— ACTIVITY —
Return all lines from the listing below that include the word "fillStyle".

— INPUT DATA —

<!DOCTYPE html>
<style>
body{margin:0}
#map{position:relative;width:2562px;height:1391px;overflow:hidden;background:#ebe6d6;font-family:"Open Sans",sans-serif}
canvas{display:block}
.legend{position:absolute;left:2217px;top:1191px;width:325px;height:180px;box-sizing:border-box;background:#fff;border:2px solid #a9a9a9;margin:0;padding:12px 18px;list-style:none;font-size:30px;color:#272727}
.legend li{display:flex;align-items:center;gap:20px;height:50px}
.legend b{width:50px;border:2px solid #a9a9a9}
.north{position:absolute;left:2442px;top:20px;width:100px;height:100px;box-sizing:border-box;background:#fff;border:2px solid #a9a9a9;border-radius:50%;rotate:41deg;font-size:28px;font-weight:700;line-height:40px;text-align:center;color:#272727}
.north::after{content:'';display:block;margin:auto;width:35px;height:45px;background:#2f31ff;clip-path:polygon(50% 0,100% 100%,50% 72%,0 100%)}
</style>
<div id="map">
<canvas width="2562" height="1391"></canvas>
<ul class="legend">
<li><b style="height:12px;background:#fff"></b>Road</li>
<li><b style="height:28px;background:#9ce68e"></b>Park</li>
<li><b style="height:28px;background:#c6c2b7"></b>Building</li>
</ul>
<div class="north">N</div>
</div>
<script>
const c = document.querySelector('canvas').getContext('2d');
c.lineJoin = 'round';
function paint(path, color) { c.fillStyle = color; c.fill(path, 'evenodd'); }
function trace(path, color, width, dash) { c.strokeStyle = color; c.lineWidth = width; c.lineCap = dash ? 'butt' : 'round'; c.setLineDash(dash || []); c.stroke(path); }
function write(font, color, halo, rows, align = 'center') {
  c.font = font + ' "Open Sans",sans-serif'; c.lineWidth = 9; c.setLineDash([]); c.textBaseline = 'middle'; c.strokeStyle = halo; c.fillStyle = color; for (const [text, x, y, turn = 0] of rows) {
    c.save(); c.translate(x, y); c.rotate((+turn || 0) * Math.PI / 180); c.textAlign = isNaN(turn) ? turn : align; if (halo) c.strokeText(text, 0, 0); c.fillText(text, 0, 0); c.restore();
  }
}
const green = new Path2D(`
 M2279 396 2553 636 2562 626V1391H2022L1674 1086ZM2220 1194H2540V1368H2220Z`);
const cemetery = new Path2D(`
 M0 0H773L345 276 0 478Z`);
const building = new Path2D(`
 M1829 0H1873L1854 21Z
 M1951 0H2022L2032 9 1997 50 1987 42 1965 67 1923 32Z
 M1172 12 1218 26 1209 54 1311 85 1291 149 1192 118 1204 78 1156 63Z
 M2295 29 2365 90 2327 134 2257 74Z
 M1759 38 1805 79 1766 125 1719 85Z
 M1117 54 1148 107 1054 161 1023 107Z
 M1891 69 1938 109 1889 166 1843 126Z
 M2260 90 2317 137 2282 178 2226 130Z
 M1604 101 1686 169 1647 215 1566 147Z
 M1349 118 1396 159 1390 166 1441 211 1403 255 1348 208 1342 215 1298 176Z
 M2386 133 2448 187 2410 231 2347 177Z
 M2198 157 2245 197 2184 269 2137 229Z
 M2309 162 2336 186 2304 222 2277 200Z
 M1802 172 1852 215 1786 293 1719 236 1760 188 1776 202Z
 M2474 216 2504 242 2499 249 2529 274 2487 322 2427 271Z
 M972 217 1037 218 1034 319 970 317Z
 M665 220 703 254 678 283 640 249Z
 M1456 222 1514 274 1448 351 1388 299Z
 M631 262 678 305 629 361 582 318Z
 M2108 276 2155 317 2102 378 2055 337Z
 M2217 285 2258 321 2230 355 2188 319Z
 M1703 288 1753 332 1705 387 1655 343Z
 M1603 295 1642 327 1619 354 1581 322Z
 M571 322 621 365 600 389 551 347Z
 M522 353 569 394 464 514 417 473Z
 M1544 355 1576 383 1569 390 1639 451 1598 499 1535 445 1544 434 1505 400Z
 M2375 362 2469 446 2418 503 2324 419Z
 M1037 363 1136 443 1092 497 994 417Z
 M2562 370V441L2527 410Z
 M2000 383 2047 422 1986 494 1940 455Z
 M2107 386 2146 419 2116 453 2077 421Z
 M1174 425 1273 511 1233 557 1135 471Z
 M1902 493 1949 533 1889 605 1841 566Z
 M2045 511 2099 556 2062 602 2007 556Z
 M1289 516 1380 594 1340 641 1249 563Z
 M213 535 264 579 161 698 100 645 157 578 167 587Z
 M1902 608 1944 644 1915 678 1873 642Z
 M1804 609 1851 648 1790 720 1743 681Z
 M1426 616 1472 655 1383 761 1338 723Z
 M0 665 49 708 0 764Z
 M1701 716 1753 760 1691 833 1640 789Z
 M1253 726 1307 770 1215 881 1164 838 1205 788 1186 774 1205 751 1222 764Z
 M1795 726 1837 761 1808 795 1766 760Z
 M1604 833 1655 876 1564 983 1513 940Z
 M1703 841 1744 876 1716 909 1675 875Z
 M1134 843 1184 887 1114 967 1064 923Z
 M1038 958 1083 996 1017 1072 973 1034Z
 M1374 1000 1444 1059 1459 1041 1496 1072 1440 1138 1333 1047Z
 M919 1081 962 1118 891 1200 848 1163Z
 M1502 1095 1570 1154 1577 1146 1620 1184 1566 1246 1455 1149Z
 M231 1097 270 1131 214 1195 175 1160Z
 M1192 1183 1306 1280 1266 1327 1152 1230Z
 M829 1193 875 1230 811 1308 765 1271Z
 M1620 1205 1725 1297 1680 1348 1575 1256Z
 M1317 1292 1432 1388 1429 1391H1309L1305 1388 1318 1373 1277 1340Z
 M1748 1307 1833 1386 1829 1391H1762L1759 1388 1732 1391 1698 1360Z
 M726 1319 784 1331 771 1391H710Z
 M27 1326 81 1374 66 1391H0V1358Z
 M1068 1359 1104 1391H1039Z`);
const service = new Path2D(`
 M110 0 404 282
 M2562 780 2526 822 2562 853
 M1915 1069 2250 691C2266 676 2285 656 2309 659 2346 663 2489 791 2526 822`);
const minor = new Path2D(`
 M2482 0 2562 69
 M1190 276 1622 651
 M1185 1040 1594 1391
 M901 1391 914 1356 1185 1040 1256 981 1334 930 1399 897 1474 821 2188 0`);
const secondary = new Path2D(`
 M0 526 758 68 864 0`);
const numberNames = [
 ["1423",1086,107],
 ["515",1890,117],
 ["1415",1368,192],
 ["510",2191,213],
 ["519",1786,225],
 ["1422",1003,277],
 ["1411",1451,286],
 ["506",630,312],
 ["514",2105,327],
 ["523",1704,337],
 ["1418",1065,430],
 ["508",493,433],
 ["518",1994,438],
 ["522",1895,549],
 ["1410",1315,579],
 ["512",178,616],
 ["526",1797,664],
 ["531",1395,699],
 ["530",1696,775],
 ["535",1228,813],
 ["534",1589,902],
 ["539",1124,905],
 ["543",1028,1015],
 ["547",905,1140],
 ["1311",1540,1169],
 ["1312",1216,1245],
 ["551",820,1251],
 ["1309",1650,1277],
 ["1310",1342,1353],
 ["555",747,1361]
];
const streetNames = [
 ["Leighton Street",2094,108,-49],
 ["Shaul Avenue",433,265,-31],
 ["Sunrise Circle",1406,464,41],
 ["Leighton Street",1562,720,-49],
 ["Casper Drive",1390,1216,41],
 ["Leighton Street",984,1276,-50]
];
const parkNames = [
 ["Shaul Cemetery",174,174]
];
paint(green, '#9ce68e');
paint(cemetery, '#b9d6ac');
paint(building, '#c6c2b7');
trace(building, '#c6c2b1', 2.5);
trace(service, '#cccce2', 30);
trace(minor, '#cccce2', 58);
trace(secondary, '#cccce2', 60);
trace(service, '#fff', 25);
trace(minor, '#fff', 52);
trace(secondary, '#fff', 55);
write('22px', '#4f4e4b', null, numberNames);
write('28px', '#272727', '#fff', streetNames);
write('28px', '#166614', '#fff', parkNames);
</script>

— PROBLEM SOLUTION —
function paint(path, color) { c.fillStyle = color; c.fill(path, 'evenodd'); }
  c.font = font + ' "Open Sans",sans-serif'; c.lineWidth = 9; c.setLineDash([]); c.textBaseline = 'middle'; c.strokeStyle = halo; c.fillStyle = color; for (const [text, x, y, turn = 0] of rows) {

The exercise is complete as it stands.